Stored items from a collection
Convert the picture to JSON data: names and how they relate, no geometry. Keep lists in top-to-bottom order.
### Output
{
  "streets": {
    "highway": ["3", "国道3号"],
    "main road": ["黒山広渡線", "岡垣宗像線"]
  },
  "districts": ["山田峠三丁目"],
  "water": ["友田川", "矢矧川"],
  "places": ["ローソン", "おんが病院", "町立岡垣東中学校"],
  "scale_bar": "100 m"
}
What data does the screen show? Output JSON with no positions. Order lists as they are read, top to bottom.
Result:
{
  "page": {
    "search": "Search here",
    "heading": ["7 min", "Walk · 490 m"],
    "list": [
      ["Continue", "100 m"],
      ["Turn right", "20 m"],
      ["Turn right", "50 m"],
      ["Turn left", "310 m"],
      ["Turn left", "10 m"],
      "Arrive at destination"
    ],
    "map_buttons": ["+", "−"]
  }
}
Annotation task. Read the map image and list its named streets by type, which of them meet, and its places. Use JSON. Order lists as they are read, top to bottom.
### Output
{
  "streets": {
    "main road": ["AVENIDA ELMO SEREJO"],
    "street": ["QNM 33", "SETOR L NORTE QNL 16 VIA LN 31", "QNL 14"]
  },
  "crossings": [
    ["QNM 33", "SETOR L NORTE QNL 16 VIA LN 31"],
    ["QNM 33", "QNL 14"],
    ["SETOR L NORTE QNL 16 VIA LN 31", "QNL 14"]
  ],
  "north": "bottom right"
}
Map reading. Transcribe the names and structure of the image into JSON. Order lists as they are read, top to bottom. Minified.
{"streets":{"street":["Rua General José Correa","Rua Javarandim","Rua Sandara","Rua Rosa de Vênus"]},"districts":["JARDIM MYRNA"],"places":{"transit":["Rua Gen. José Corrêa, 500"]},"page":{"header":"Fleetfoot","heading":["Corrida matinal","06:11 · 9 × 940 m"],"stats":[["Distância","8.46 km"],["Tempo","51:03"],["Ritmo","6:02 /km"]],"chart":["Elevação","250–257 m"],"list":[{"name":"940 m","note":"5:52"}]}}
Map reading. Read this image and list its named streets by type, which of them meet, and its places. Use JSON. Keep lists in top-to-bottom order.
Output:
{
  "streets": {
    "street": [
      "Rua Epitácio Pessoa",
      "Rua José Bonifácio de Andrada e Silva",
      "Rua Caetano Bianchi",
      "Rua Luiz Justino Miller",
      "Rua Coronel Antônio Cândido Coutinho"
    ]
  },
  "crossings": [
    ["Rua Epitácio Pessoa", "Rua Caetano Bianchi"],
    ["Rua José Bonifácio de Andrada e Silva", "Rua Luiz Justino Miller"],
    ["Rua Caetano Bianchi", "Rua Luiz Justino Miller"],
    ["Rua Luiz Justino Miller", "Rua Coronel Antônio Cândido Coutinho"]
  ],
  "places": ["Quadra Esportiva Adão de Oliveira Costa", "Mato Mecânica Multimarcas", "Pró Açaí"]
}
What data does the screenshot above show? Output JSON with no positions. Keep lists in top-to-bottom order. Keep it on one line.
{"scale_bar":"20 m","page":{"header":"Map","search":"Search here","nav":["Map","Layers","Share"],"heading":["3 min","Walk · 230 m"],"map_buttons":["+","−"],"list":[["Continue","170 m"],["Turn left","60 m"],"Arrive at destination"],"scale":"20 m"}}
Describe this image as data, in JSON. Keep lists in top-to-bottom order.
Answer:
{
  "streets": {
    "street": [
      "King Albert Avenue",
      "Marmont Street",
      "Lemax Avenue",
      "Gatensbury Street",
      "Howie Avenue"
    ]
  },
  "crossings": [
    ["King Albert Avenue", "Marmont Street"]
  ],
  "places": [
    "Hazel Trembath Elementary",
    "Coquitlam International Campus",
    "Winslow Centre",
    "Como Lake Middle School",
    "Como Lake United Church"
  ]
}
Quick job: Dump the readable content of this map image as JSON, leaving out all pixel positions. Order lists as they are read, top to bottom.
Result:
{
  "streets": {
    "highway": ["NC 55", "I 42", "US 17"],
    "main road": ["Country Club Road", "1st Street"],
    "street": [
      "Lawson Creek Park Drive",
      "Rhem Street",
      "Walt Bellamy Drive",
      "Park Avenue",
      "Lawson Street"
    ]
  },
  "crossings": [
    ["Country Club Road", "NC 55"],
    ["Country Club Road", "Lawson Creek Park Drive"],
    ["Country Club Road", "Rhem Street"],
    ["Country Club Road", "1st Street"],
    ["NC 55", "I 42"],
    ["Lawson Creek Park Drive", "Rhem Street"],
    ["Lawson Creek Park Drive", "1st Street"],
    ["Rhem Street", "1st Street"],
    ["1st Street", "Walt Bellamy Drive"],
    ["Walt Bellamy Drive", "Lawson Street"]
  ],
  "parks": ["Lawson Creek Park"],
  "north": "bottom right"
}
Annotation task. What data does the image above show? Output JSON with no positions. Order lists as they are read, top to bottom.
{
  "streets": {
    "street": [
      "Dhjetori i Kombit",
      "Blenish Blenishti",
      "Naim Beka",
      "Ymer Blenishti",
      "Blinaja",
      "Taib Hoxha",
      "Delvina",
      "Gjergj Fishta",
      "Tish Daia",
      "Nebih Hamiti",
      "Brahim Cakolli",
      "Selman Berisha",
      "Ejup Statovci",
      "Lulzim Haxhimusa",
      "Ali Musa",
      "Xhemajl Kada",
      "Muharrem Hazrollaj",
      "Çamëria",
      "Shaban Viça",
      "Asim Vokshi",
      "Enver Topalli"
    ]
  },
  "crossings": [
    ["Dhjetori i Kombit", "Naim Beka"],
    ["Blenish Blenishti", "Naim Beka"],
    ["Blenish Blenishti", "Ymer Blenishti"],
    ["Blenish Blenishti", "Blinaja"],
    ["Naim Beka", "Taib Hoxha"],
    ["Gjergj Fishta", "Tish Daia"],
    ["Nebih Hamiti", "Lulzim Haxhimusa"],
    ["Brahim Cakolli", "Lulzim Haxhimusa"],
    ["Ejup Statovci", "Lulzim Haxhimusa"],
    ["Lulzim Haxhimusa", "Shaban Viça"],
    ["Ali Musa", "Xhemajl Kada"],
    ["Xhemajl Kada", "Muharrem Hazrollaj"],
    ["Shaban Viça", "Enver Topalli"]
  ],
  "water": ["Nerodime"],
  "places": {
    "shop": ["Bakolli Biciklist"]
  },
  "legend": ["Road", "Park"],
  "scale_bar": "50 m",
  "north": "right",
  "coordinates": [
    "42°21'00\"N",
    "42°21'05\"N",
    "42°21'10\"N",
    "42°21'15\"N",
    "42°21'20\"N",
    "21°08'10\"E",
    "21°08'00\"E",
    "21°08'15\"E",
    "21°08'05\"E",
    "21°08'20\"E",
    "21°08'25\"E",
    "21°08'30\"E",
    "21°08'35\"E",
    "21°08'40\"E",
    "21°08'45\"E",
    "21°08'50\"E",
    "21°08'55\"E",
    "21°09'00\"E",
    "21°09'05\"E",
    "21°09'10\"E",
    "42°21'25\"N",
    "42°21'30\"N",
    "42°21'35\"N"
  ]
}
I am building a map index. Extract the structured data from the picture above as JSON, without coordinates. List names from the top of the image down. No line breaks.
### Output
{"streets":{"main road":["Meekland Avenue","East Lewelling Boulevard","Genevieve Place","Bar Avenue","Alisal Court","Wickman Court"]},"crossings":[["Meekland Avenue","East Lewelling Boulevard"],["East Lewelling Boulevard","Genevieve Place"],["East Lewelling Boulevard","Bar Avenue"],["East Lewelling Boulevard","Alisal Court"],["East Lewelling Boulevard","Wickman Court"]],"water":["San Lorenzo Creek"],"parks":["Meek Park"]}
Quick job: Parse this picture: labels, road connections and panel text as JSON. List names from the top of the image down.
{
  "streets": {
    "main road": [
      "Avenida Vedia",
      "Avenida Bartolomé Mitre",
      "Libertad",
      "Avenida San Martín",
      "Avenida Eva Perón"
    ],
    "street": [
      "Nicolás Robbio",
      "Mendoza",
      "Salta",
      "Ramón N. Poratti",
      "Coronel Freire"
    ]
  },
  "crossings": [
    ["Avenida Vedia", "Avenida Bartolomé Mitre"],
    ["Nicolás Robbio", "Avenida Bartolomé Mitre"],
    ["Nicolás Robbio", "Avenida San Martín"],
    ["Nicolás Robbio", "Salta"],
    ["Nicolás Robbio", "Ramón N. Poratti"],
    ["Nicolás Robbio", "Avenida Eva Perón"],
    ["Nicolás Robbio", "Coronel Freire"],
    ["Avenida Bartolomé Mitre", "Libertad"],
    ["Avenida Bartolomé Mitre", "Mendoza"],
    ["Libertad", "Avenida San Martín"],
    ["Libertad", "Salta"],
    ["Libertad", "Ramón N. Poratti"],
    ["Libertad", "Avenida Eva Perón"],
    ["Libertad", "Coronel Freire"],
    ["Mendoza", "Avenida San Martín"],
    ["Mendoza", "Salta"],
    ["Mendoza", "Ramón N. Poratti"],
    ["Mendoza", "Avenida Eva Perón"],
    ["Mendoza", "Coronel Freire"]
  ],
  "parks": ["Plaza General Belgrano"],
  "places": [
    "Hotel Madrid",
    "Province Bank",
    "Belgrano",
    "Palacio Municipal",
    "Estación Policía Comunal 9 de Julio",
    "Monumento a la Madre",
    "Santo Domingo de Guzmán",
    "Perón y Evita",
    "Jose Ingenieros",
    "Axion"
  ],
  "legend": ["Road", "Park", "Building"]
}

▶ **What you have to do**
A single figure is required: the number of lines in the entries that hold the string "which".

▶ **Exercise answer**
2